→ Work order: Give the number of lines in the listing that contain the word "data", and nothing besides.

→ Information given:
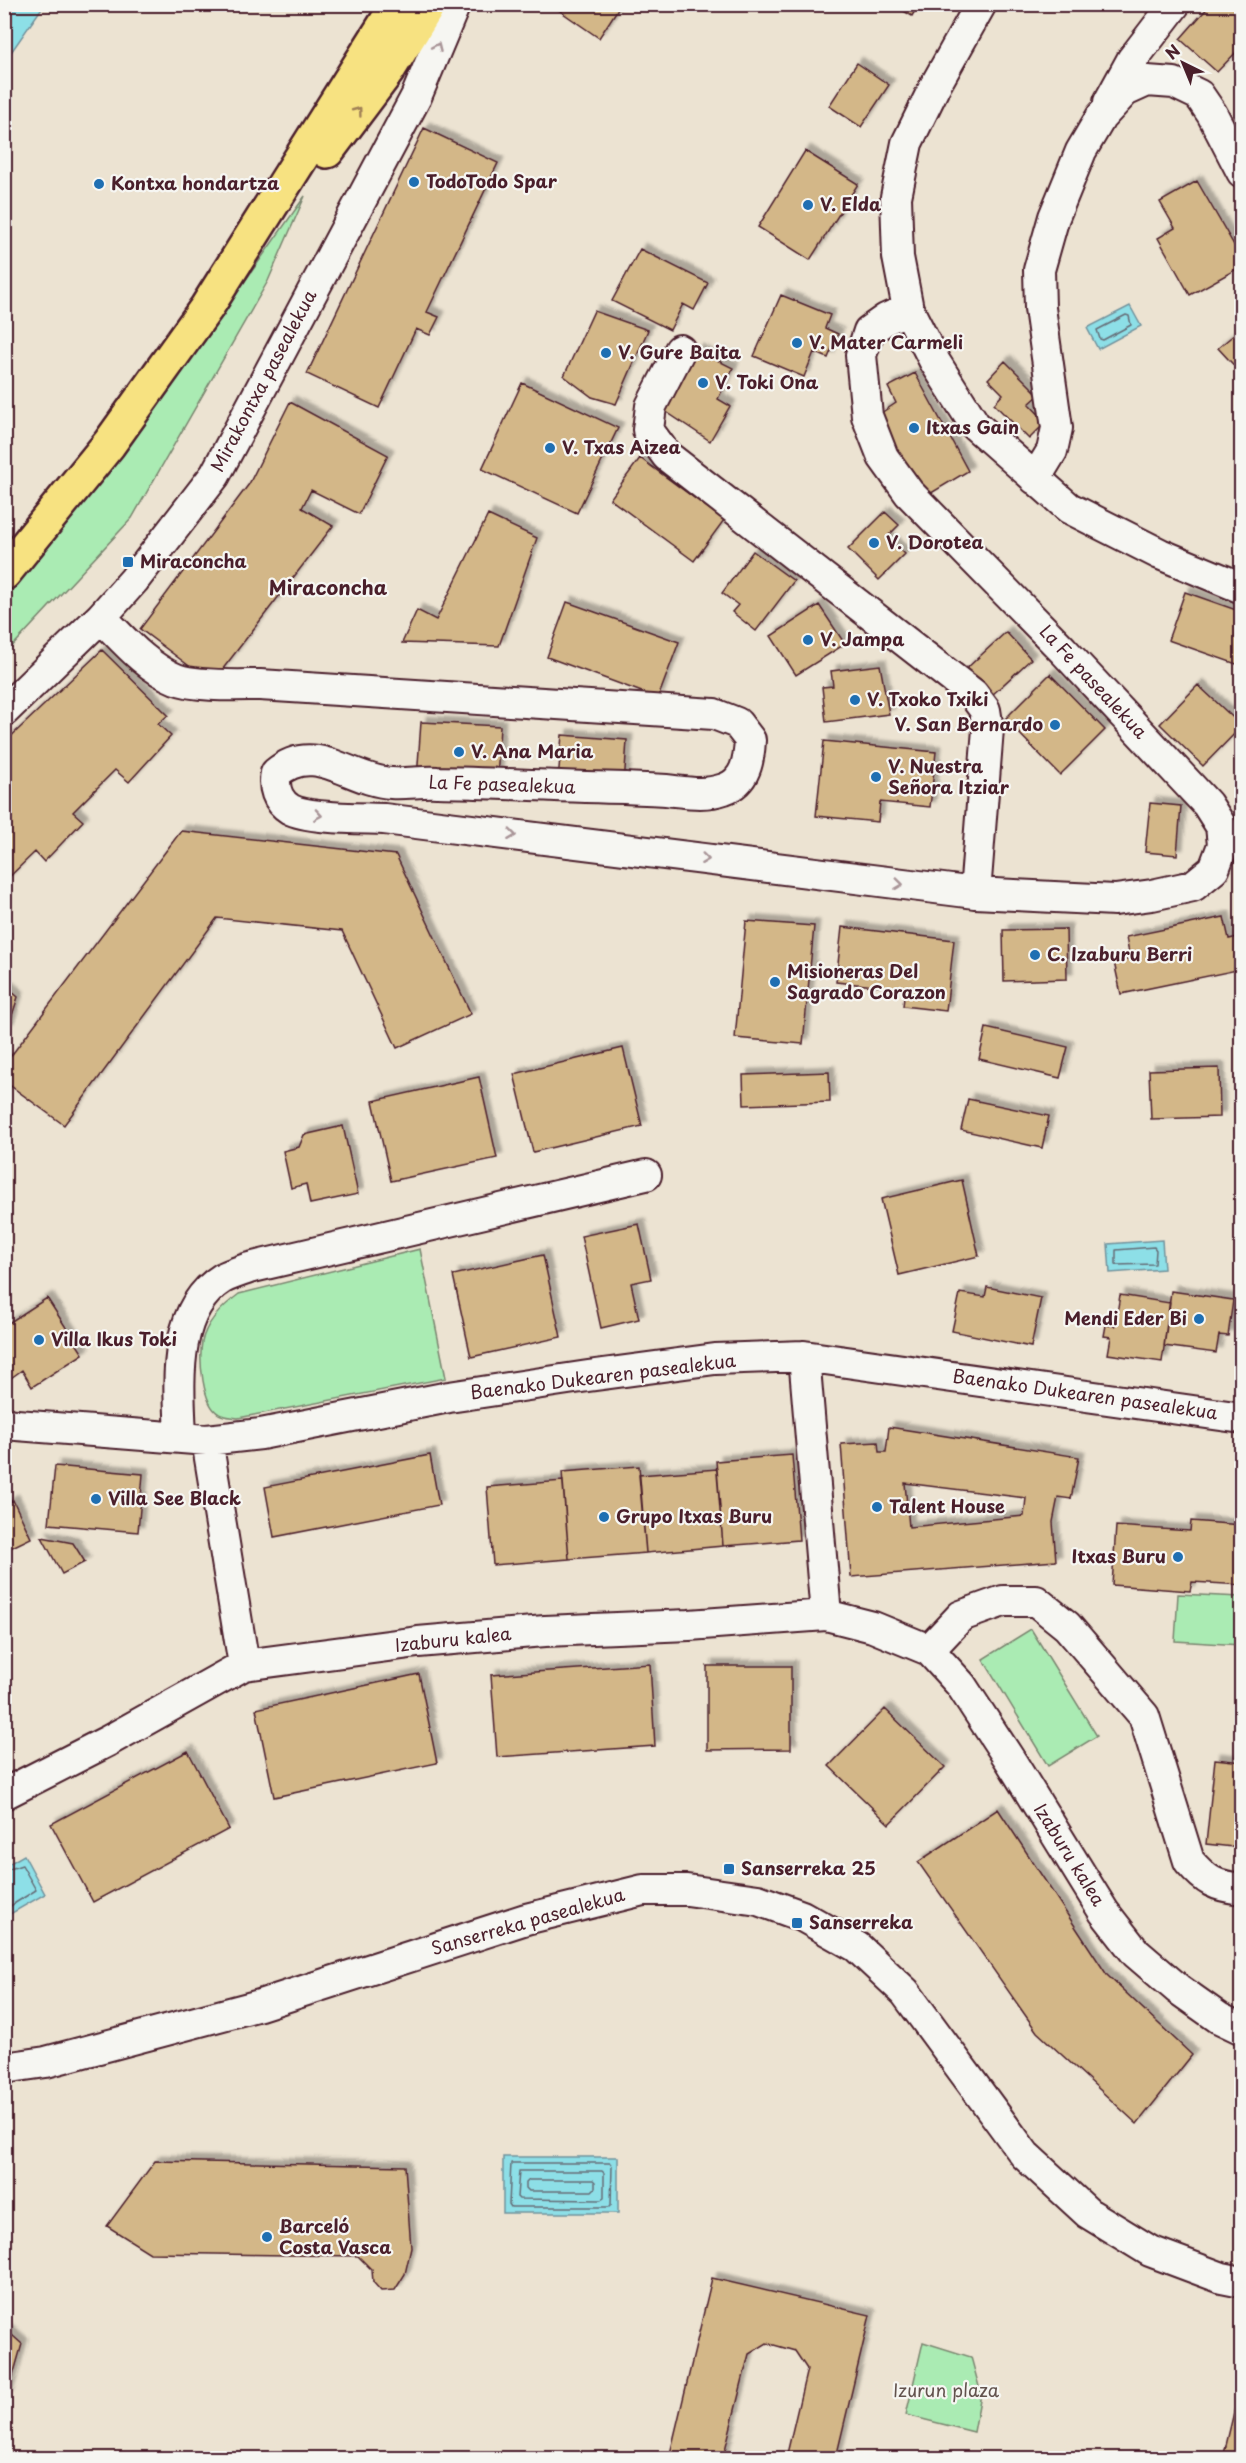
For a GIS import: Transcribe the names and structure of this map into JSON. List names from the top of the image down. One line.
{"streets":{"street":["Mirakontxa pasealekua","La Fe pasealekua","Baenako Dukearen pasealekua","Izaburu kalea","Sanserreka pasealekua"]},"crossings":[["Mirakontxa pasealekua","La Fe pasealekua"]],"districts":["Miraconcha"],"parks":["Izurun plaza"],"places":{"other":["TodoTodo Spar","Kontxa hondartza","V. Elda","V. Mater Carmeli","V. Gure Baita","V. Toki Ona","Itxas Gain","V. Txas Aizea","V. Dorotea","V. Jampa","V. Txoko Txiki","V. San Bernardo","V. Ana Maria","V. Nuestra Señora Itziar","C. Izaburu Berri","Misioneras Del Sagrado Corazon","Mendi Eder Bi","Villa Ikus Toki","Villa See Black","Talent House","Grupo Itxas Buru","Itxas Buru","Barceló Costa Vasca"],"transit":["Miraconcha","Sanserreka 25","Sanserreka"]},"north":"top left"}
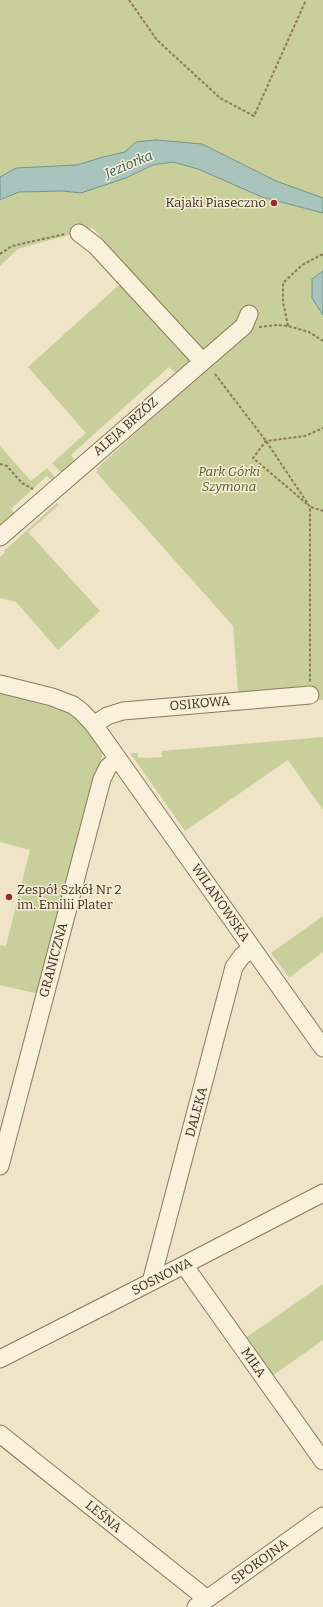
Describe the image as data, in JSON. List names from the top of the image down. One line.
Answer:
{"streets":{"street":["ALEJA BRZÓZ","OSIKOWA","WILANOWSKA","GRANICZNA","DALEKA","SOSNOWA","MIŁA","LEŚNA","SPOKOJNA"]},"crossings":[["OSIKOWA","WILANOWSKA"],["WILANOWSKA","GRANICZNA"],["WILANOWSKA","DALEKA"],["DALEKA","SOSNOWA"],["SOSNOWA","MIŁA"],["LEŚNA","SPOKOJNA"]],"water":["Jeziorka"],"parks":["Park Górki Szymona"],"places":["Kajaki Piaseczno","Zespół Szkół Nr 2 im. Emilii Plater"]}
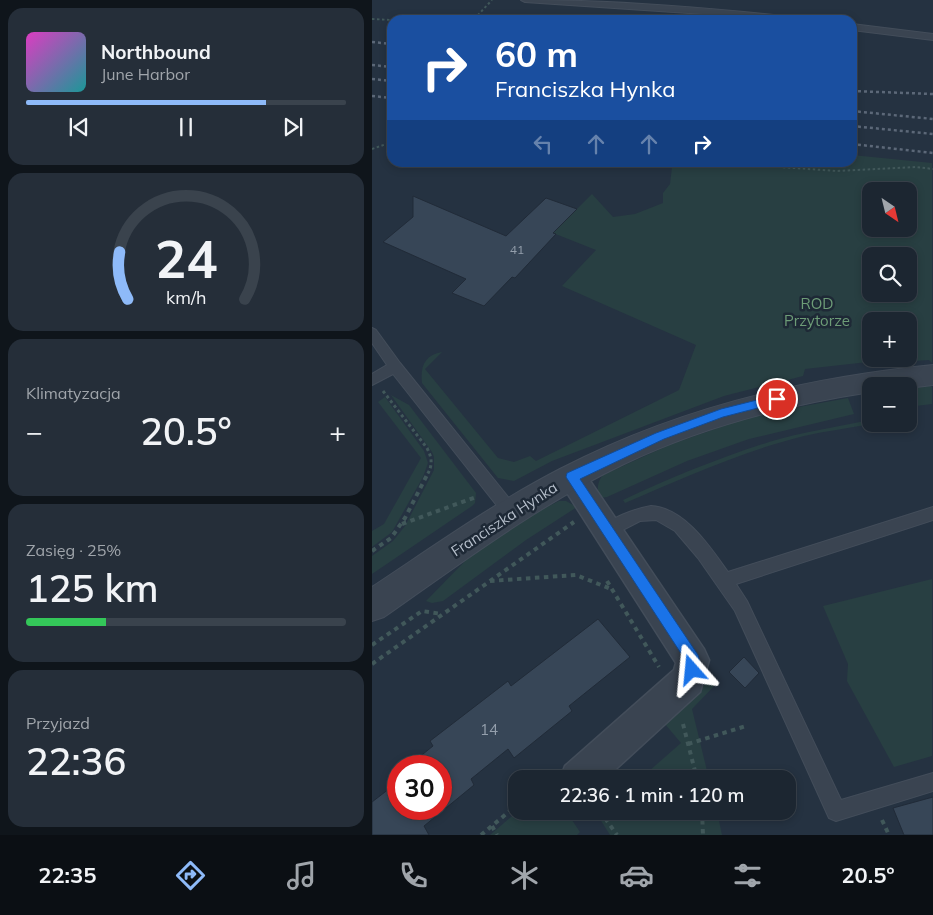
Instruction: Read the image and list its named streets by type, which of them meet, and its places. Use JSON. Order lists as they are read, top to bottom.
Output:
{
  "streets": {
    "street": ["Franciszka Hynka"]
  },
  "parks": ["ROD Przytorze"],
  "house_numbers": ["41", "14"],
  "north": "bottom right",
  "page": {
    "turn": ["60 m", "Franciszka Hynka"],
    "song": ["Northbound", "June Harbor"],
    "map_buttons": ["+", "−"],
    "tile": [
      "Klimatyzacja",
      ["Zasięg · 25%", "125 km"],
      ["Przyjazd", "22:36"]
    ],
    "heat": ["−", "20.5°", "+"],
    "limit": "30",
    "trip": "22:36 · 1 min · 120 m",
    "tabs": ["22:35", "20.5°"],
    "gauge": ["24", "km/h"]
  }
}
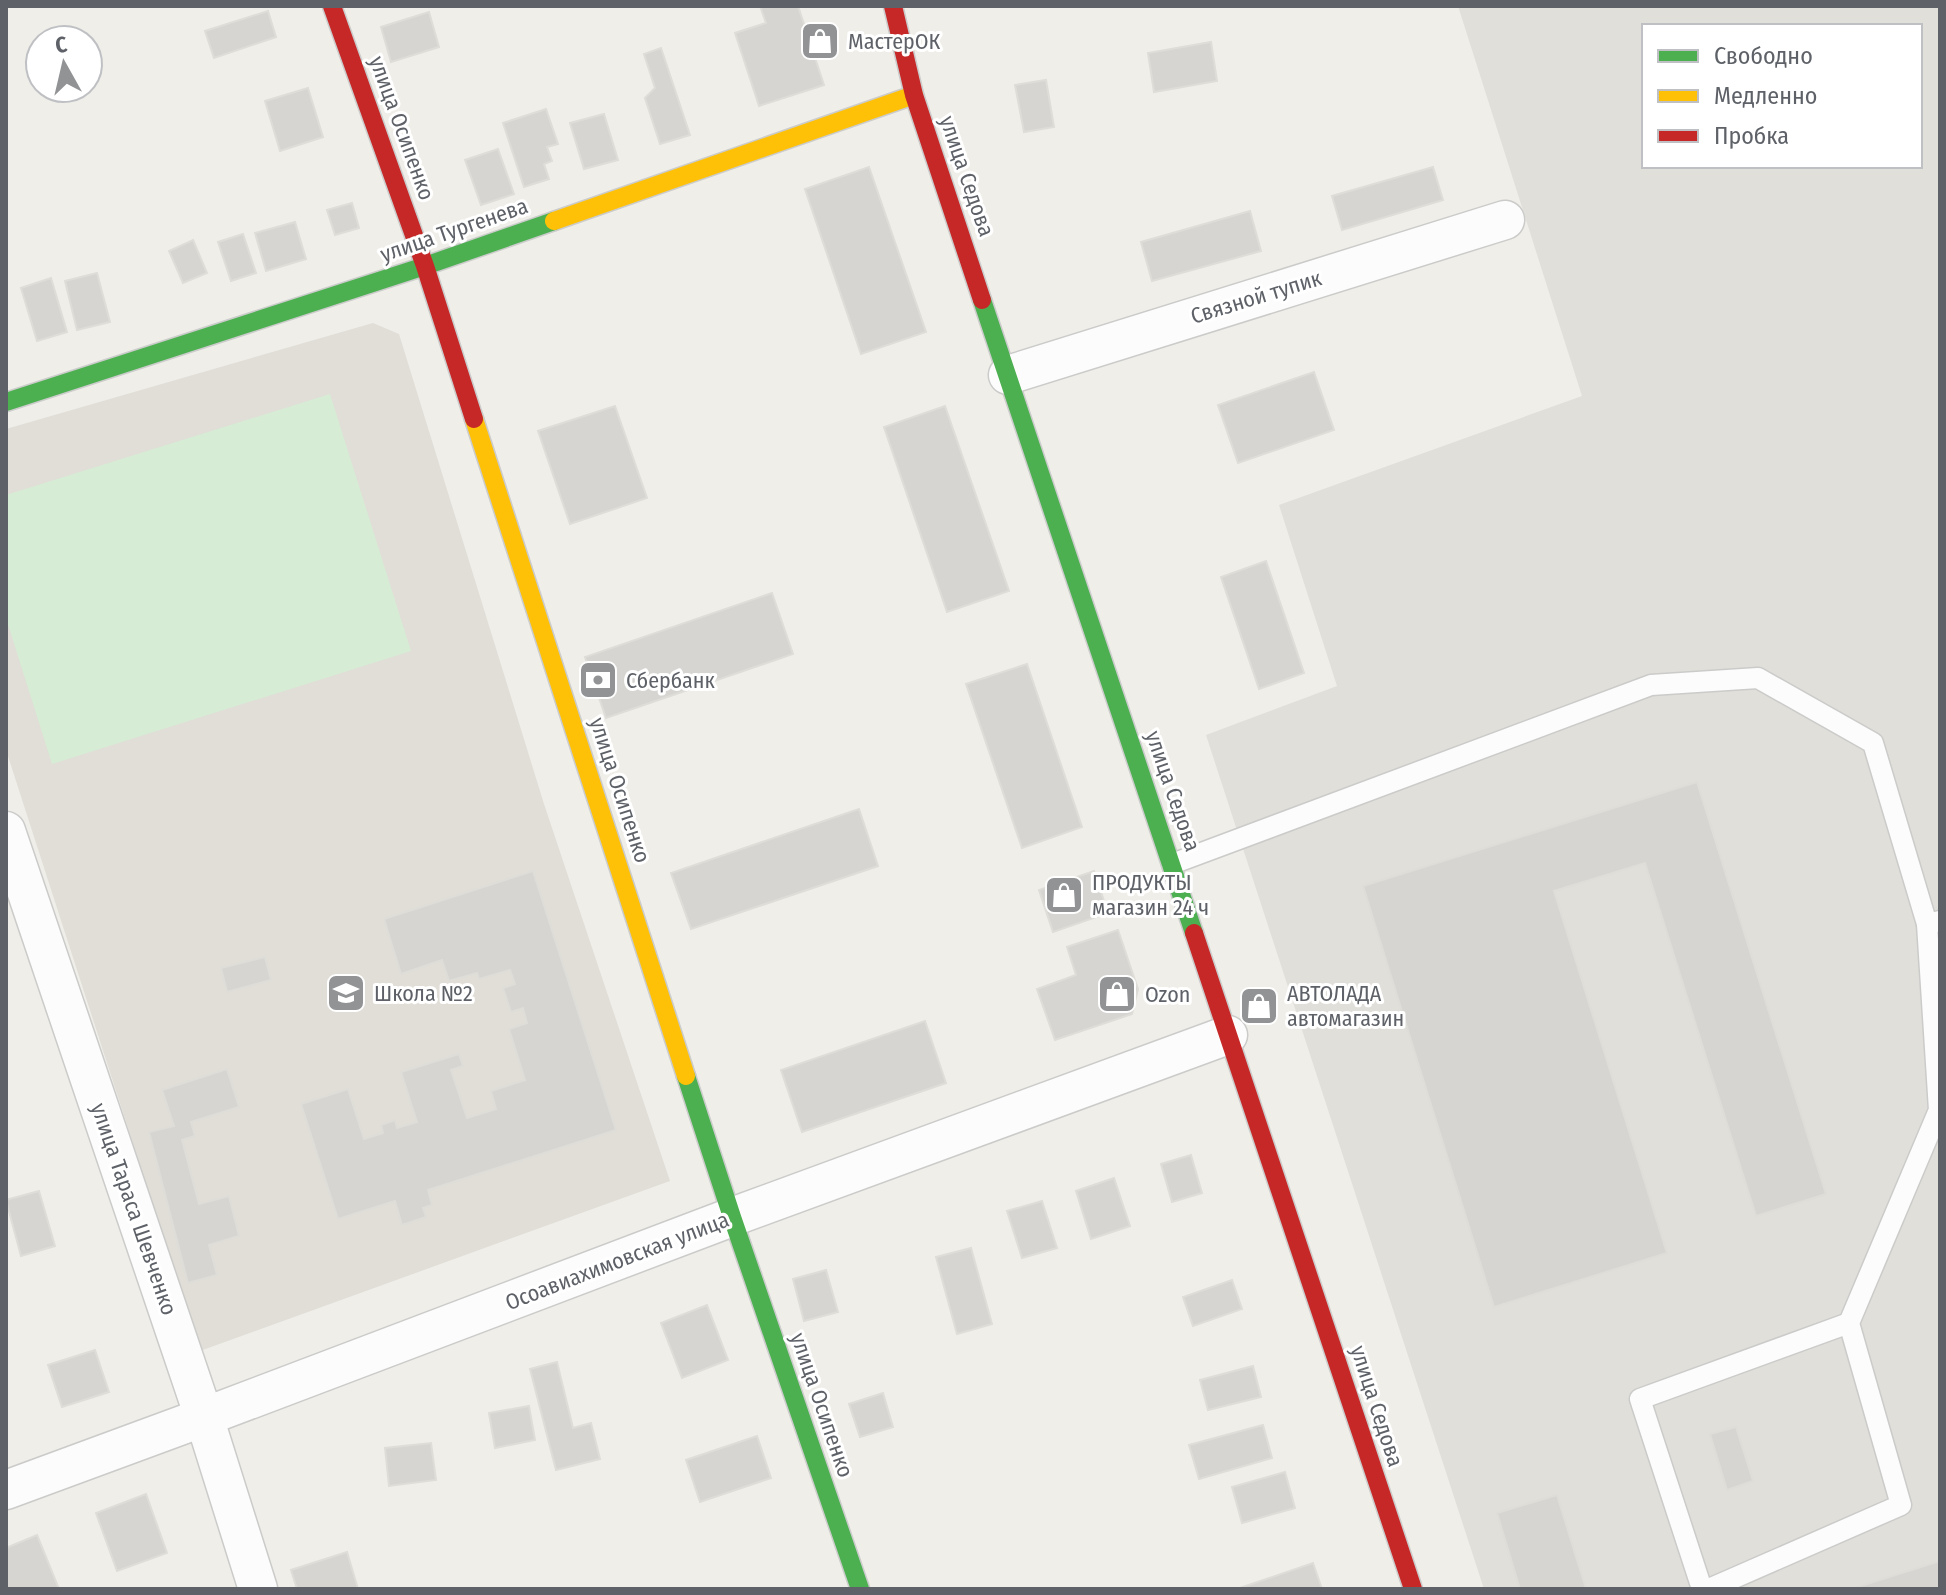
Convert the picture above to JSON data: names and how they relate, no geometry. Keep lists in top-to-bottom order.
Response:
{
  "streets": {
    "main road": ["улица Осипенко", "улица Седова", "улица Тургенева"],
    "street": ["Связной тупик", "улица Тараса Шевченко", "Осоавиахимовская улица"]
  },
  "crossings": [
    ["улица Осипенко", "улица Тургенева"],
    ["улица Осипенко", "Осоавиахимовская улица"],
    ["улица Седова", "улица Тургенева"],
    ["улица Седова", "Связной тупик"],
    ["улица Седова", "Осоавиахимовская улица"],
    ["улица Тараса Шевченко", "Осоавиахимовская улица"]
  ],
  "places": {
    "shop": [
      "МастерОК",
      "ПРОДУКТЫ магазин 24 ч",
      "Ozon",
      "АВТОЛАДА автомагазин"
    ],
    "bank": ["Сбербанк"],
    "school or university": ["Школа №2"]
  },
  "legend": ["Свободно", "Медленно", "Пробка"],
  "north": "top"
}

→ Result of the exercise: 2